Stage 3: Intelligence (ML Models)
This is where the magic happens. We run three machine learning models on every review to extract signals about quality, authenticity, and sentiment.
Model 1: Review Quality Scoring
Not all reviews are equally useful. A thoughtful, detailed review with specific product feedback is more valuable than "Great product! Love it!"
Our quality model scores each review from 0 to 1 based on:
- Substantiveness: Does it contain specific details about the product?
- Helpfulness: Does it address common questions buyers might have?
- Coherence: Is it well-written and easy to understand?
- Specificity: Does it mention specific use cases, comparisons, or results?

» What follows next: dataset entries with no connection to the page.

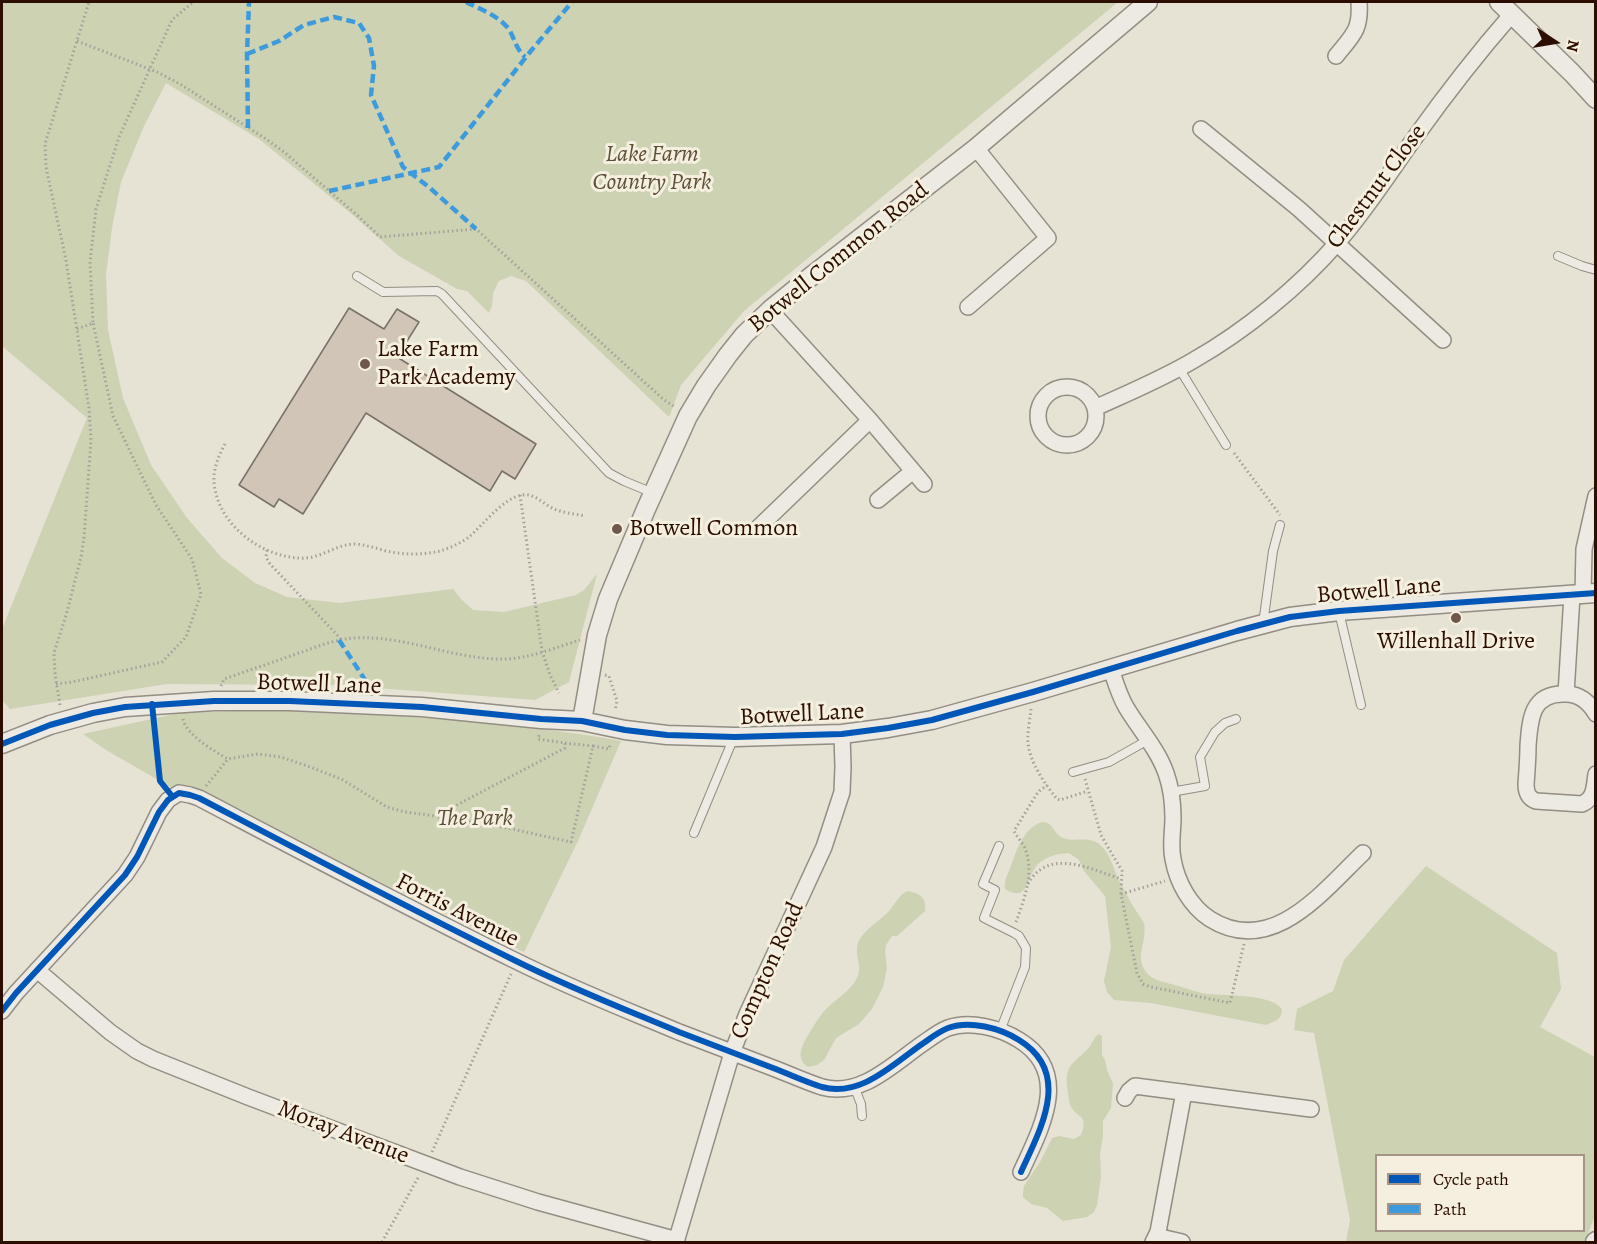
<!DOCTYPE html>
<html>
<head>
<meta charset="utf-8">
<style>
  body { margin:0 }
  #map { position:relative; width:1597px; height:1244px; overflow:hidden; background:#e6e2d4; font-family:Alegreya,serif }
  canvas { display:block }
  .frame { position:absolute; inset:0; border:3px solid #2c0e01; pointer-events:none }
  .legend { position:absolute; left:1375px; top:1154px; width:210px; height:78px; box-sizing:border-box; background:#f4efde; border:2px solid #a49586; margin:0; padding:8px 10px; list-style:none; font-size:18px; color:#2c0e01 }
  .legend li { display:flex; align-items:center; gap:12px; height:30px }
  .legend b { width:30px; border:2px solid #a49586 }
  .north { position:absolute; left:1525px; top:12px; width:60px; height:60px; -webkit-text-stroke:4px #f4efde; paint-order:stroke; rotate:102deg; font-size:16px; font-weight:700; line-height:24px; text-align:center; color:#2c0e01 }
  .north::after { content:''; display:block; margin:auto; width:21px; height:27px; background:#2c0e01; clip-path:polygon(50% 0,100% 100%,50% 72%,0 100%) }
</style>
</head>
<body>
<div id="map">
<canvas width="1597" height="1244"></canvas>
<div class="frame"></div>
<ul class="legend">
<li><b style="height:8px;background:#0057b8"></b>Cycle path</li>
<li><b style="height:8px;background:#3d9add"></b>Path</li>
</ul>
<div class="north">N</div>
</div>
<script>
const ctx = document.querySelector('canvas').getContext('2d');
ctx.lineJoin = 'round';
function fill(path, color) { ctx.fillStyle = color; ctx.fill(path, 'evenodd'); }
function strokePath(path, color, width, dash) { ctx.strokeStyle = color; ctx.lineWidth = width; ctx.lineCap = dash ? 'butt' : 'round'; ctx.setLineDash(dash || []); ctx.stroke(path); }
function drawText(font, color, halo, rows, align = 'center') {
  ctx.font = font + ' Alegreya,serif'; ctx.lineWidth = 6; ctx.setLineDash([]); ctx.textBaseline = 'middle'; ctx.strokeStyle = halo; ctx.fillStyle = color; for (const [text, x, y, turn = 0] of rows) {
    ctx.save(); ctx.translate(x, y); ctx.rotate((+turn || 0) * Math.PI / 180); ctx.textAlign = isNaN(turn) ? turn : align; if (halo) ctx.strokeText(text, 0, 0); ctx.fillText(text, 0, 0); ctx.restore();
  }
}
fill(new Path2D(`
  M2,2H1118L744,311L681,385L669,417L526,281L511,276L499,281L493,293L492,306L489,313L467,291L457,289L399,256L354,216L259,139L166,83L144,126L121,182L112,228L106,274L108,330L123,398L151,465L187,518L222,558L255,583L287,597L339,603L453,589L462,600L473,610L504,612L576,595L584,590L597,574L569,682L535,700L337,685L167,684L10,709L2,700V629L87,418L2,346Z
  M306,709C411,717 517,722 621,741L578,841L524,952L185,787L172,788L106,750L83,734L179,713Z
  M1042,822C1054,822 1053,834 1063,838C1073,842 1085,837 1096,842C1110,850 1113,869 1120,882C1127,896 1135,910 1144,923C1147,938 1138,953 1142,964C1146,978 1159,981 1171,984C1181,986 1191,991 1202,993C1222,997 1268,992 1282,1009C1282,1020 1275,1021 1266,1025L1151,1003L1114,1000L1107,992L1104,981L1111,947L1105,896L1084,871L1079,860L1069,853C1057,854 1046,856 1037,865C1026,879 1028,903 1005,889C1004,882 1006,878 1009,871C1016,854 1021,829 1042,822Z
  M1426,866L1557,953L1561,989L1540,1027L1595,1057V1215L1585,1242H1346L1350,1220L1314,1033L1294,1030L1297,1009L1333,991L1344,960ZM1376,1156H1584V1230H1376Z
  M907,891C919,893 927,897 925,911L897,936H892L886,945L885,952L887,968L883,987L872,1009L859,1024L836,1038L824,1060L817,1065L808,1067C792,1057 806,1039 813,1027C817,1021 821,1014 826,1009C836,999 849,992 856,980C863,968 856,960 857,948C858,933 880,921 889,911C896,903 898,896 907,891Z
  M1099,1034L1102,1036V1055L1105,1060L1107,1070L1113,1084L1111,1108L1103,1121V1136L1100,1153L1101,1177L1097,1205L1094,1212L1087,1217L1063,1221L1047,1208L1031,1204L1023,1197V1193L1024,1186L1040,1162L1052,1138L1059,1136L1074,1139L1081,1135C1089,1114 1078,1119 1071,1107C1069,1103 1069,1098 1068,1093C1064,1066 1070,1066 1088,1049C1092,1044 1093,1038 1099,1034Z`), '#cdd2b2');
const building = new Path2D(`
  M349,308L384,329L397,309L419,322L397,357L536,444L515,479L502,471L490,491L366,413L303,514L279,499L274,507L239,485Z`);
fill(building, '#d1c5b7');
strokePath(building, '#787168', 1.5);
const service = new Path2D(`
  M1558,256L1582,266L1596,270
  M357,276L383,292L437,291L442,294L609,473L624,481L653,493
  M1179,368L1226,445
  M1339,612L1361,705
  M1263,624L1273,551L1280,525
  M1073,772L1109,762L1148,740
  M1171,792L1205,786L1200,757L1215,732L1225,723L1236,719
  M694,833L734,737
  M999,846L983,884L995,890L984,918L1014,933L1019,936L1026,948L1025,967L1000,1031
  M854,1086L861,1104L862,1116`);
const minor = new Path2D(`
  M1336,56C1353,35 1361,30 1359,2
  M1201,129L1299,209L1443,340
  M968,307L1048,238L976,148
  M770,310L870,420L924,484
  M1038 416a29 29 0 1 1 58 0a29 29 0 1 1-58 0Z
  M1095,408C1128,393 1162,379 1194,360C1245,331 1299,287 1338,242C1367,209 1390,172 1416,136C1446,94 1478,53 1512,14
  M878,500L913,471
  M759,527L870,420
  M1583,594L1584,549L1596,496
  M1111,669C1115,681 1119,695 1126,707C1139,729 1157,748 1166,773C1171,787 1173,803 1173,818C1173,831 1170,845 1173,859C1177,882 1190,906 1210,919C1272,958 1323,891 1363,853
  M1566,694L1572,595
  M1596,714C1589,702 1580,694 1566,694C1531,692 1530,720 1528,746C1528,759 1527,771 1526,784C1526,792 1528,798 1536,801L1582,804C1595,798 1594,787 1596,774
  M37,970L110,1032L137,1051L153,1059L248,1097L460,1177L538,1202L677,1240
  M2,1011L16,993L125,875L137,857L159,812L168,800L179,793L190,795L199,798C304,853 408,908 514,960C568,987 624,1009 679,1032C710,1044 742,1056 773,1068C789,1074 806,1082 822,1087C862,1098 895,1062 925,1042C932,1037 940,1031 948,1028C970,1020 1000,1028 1019,1040C1073,1073 1040,1130 1021,1172
  M1125,1098L1129,1091L1135,1086L1311,1109
  M1156,1236L1182,1242
  M676,1242L732,1053L747,1014L824,847L842,792L843,767L842,734
  M1153,1242L1158,1232L1184,1092`);
const tertiary = new Path2D(`
  M1499,2L1572,73L1596,99
  M582,721L597,635L608,599L646,509L688,416L706,386L728,355L744,335L770,310L814,274L976,148L1148,2
  M2,744L50,725L93,713L125,707L214,701H290L422,707L541,719L582,721L625,730L667,735L735,737L842,734L888,728L932,720L1033,692L1237,631L1290,617L1339,611L1596,593
  M1595,1242L1596,1241`);
strokePath(service, '#938d83', 10);
strokePath(minor, '#938d83', 18);
strokePath(tertiary, '#938d83', 21);
strokePath(new Path2D(`
  M77,41L157,72L180,84L266,139L284,152L357,215L380,237L476,229L663,399L675,407
  M77,329L93,323L90,262L96,209L119,137L172,20L193,2
  M225,444C219,455 213,469 214,482C217,523 259,556 299,558C319,560 336,544 355,544C366,545 376,548 386,551C404,555 423,555 440,551C450,548 461,543 469,537C483,525 503,498 522,495C535,493 543,504 554,509C564,513 575,514 585,516
  M1234,453L1280,515
  M520,495L542,651L550,675L559,693
  M267,550L266,557L270,564L341,639
  M605,675L609,676L617,701L615,711
  M56,684L72,682L162,662L186,637L201,594L192,559L156,505L113,416L93,323
  M221,686L224,679C250,670 276,661 302,652C319,646 336,639 355,638C406,635 454,660 504,659C528,659 557,647 580,640
  M60,705L55,674L54,653L67,612L81,557L84,538L91,440L89,408L66,260L46,167L45,144L89,2
  M1031,709C1030,720 1027,732 1028,743C1030,763 1045,784 1057,799L1060,800L1088,791
  M183,719C186,735 214,751 228,759L258,754L281,757L313,768L343,780L387,807L405,812L436,816L565,748V743L538,739L539,735
  M565,743L593,746
  M1085,779L1101,835L1122,871L1121,894L1137,973L1143,984L1151,987L1230,1003L1244,944
  M206,786L228,759
  M438,817L512,829L571,842L593,746L609,749L610,744
  M1028,884C1048,847 1091,869 1121,879
  M1121,894L1165,881
  M1016,922C1024,900 1034,874 1026,851C1024,843 1017,838 1014,831L1038,792L1047,785
  M432,1152L511,974
  M382,1242L419,1176`), '#a5a19a', 3, [1.5, 3]);
strokePath(service, '#eceae2', 8);
strokePath(minor, '#eceae2', 15);
strokePath(tertiary, '#eceae2', 18);
strokePath(new Path2D(`
  M466,2C480,9 497,15 508,28C515,38 514,46 525,57
  M247,54L279,41L304,25L334,17L359,23L369,38L374,66L371,95L403,167L430,188L476,229
  M248,128L247,54L249,2
  M329,191L439,167L530,52L572,2
  M339,640L371,689`), '#3d9add', 4.5, [9, 4.5]);
strokePath(new Path2D(`
  M152,704L160,781L172,796
  M2,744L50,725L93,713L125,707L214,701H290L422,707L541,719L582,721L625,730L667,735L735,737L842,734L888,728L932,720L1033,692L1237,631L1290,617L1339,611L1596,593
  M2,1011L16,993L125,875L137,857L159,812L168,800L179,793L190,795L199,798C304,853 408,908 514,960C568,987 624,1009 679,1032C710,1044 742,1056 773,1068C789,1074 806,1082 822,1087C862,1098 895,1062 925,1042C932,1037 940,1031 948,1028C970,1020 1000,1028 1019,1040C1073,1073 1040,1130 1021,1172`), '#0057b8', 6);
for (const [x, y, r, color] of [
  [365,364,6,"#6d584b"],
  [617,529,6,"#6d584b"],
  [1456,618,6,"#6d584b"]
]) { const dot = new Path2D(); dot.arc(x, y, r, 0, 2 * Math.PI); ctx.fillStyle = color; ctx.fill(dot); strokePath(dot, '#f4efde', 2); }
drawText('italic 24px', '#5d4e36', '#f4efde', [
  ["Lake Farm",652,155],
  ["Country Park",652,183],
  ["The Park",475,819]
]);
drawText('24px', '#2c0e01', '#f4efde', [
  ["Chestnut Close",1377,187,-53],
  ["Botwell Common Road",839,258,-39],
  ["Botwell Lane",1379,591,-5],
  ["Botwell Lane",319,685,2],
  ["Botwell Lane",802,715,-3],
  ["Forris Avenue",457,911,27],
  ["Compton Road",768,971,-66],
  ["Moray Avenue",343,1133,21]
]);
drawText('24px', '#2c0e01', '#f4efde', [
  ["Lake Farm",377,350],
  ["Park Academy",377,378],
  ["Botwell Common",629,529],
  ["Willenhall Drive",1456,642,"center"]
], 'left');
</script>
</body>
</html>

Model 2: Fake/Incentivized Detection
Even with disclosure labels, some incentivized reviews slip through. Our detection model identifies reviews that behave like incentivized reviews, even if they're not explicitly labeled.

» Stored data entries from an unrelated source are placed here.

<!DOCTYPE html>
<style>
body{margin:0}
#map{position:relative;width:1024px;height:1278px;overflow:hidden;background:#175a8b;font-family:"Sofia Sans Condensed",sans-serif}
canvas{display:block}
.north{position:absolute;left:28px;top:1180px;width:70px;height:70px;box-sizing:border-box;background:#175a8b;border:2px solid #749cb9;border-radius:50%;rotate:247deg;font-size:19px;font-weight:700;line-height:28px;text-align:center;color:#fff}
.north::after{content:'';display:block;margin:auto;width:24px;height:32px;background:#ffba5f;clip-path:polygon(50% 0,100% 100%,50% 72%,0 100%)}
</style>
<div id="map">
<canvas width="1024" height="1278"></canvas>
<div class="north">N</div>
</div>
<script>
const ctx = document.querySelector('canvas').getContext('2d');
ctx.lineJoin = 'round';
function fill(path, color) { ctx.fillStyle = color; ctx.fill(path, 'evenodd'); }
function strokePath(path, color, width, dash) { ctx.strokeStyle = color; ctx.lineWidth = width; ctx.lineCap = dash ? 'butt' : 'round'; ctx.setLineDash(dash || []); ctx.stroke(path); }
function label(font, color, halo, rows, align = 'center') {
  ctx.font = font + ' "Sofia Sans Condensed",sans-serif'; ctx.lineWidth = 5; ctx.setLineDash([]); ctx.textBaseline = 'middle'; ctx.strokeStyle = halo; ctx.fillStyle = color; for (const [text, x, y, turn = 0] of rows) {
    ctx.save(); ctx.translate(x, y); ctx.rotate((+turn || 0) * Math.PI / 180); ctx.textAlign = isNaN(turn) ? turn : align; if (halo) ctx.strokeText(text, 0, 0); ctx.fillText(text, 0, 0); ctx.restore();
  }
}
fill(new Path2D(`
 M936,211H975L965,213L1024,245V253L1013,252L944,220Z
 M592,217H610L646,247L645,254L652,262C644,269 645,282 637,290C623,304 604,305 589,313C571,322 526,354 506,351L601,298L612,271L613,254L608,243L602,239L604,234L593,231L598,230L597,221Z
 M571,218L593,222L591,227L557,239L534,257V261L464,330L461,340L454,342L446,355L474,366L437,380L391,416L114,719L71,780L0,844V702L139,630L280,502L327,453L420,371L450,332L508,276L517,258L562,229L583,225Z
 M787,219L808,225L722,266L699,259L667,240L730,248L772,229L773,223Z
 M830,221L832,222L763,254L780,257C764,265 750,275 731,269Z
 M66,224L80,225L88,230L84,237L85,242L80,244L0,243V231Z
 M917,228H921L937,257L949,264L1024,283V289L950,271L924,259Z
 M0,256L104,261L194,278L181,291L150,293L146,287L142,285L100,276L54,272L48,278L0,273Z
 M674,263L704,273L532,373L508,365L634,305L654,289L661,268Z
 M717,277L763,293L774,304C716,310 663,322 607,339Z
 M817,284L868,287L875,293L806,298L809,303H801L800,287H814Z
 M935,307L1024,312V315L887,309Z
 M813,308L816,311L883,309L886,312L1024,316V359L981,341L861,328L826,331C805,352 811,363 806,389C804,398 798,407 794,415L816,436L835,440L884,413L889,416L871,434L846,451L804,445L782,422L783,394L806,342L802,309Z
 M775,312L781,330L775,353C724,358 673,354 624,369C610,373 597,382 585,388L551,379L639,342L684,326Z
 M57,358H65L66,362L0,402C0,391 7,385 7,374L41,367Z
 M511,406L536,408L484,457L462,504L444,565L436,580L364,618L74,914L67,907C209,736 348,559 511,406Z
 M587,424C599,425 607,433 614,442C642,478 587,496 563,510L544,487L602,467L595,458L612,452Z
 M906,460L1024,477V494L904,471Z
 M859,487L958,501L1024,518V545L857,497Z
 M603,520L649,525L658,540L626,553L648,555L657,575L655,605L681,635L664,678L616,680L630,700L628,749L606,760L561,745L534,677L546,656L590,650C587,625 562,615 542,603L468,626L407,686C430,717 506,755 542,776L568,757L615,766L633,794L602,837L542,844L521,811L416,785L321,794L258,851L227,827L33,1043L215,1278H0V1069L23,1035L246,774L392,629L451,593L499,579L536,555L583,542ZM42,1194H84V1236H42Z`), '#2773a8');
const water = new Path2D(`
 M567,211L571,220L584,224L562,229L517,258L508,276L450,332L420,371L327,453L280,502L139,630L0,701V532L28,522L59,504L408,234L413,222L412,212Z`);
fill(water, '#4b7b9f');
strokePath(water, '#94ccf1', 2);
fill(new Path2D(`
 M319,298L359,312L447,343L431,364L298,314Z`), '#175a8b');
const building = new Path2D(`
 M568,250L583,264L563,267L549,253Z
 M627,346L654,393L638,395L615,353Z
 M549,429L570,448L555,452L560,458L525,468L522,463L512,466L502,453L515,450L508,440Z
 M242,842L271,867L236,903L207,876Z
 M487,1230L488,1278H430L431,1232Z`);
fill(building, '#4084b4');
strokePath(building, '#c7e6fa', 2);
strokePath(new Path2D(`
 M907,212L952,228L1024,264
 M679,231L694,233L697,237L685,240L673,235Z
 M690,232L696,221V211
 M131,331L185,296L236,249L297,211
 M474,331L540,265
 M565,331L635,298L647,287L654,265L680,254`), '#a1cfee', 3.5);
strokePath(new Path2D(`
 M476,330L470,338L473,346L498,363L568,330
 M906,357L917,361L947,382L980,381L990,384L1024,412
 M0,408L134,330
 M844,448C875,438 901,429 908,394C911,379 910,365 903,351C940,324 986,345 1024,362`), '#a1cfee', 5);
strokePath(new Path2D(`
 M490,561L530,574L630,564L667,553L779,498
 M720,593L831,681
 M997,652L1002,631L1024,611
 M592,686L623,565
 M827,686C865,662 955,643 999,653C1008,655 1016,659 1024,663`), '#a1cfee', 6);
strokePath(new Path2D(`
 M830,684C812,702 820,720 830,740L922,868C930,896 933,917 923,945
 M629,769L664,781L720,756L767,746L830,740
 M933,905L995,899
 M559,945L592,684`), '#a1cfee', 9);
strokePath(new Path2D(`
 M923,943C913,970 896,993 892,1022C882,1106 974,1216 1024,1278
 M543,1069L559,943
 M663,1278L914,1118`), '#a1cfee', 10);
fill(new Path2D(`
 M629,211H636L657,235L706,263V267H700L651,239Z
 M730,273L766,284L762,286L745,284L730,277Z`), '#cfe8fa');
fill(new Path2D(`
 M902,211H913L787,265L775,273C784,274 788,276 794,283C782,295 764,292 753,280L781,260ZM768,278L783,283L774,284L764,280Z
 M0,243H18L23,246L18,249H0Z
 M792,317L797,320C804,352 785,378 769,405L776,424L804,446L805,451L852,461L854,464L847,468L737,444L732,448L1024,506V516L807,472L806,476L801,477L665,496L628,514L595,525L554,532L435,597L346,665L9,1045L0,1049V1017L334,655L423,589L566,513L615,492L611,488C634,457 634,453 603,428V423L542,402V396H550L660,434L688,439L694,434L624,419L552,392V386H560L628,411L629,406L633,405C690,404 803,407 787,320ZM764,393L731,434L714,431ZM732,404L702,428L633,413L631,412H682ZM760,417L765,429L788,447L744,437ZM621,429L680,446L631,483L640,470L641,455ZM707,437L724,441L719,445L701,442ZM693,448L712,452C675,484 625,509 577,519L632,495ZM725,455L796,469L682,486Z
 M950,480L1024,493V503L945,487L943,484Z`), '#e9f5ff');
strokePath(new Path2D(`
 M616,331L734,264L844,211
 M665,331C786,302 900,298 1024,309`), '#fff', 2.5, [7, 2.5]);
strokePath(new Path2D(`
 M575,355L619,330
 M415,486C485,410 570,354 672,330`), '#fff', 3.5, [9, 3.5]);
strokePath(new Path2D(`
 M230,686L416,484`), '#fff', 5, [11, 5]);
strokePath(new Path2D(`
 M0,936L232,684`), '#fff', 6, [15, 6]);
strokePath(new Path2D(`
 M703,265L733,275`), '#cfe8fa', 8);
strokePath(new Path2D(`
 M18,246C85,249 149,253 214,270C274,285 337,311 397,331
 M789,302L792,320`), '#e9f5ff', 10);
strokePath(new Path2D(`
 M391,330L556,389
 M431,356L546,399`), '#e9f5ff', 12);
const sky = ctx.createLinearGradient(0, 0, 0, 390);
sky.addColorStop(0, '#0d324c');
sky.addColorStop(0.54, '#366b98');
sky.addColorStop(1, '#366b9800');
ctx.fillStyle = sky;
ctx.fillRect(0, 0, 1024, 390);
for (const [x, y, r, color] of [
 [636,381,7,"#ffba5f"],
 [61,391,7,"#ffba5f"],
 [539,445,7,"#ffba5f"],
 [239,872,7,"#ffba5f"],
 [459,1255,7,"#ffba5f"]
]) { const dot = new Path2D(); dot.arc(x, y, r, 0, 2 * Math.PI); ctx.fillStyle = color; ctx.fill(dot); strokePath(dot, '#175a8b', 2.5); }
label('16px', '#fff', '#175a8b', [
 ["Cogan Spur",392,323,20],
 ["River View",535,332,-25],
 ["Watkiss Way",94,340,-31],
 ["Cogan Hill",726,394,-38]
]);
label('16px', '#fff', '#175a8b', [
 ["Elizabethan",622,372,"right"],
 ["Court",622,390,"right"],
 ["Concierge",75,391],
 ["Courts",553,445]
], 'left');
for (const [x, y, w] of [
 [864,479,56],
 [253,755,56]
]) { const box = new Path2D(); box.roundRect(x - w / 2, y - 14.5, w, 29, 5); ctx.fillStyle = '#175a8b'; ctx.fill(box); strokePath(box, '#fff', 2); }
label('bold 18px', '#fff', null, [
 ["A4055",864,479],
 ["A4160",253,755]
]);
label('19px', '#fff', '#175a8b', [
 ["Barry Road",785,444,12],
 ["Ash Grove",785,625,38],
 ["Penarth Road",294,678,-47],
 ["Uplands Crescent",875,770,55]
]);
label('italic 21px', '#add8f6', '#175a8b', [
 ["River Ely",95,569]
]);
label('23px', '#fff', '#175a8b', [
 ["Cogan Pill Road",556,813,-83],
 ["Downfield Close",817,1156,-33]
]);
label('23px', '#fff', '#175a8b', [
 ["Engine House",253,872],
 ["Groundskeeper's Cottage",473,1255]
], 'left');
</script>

The model is trained on labeled incentivized reviews and learns to recognize patterns like:
- Suspiciously positive sentiment for new accounts
- Templated language patterns
- Timing clusters (many reviews posted in a short window)
- Semantic similarity to known incentivized reviews
Model 3: Sentiment Analysis
Star ratings don't tell the whole story. Someone might give 4 stars but write "This is my holy grail product! I'll never use anything else!" That's 5-star sentiment with a 4-star rating.
Our sentiment model extracts the true emotional signal from the review text, allowing us to:
- Identify "strict raters" who write glowing reviews but give conservative stars
- Catch mismatches between text sentiment and rating
- Measure enthusiasm beyond the 1-5 scale
Stage 4: Ranking (Love Score)
The final stage combines all of our intelligence into a single metric: the Love Score.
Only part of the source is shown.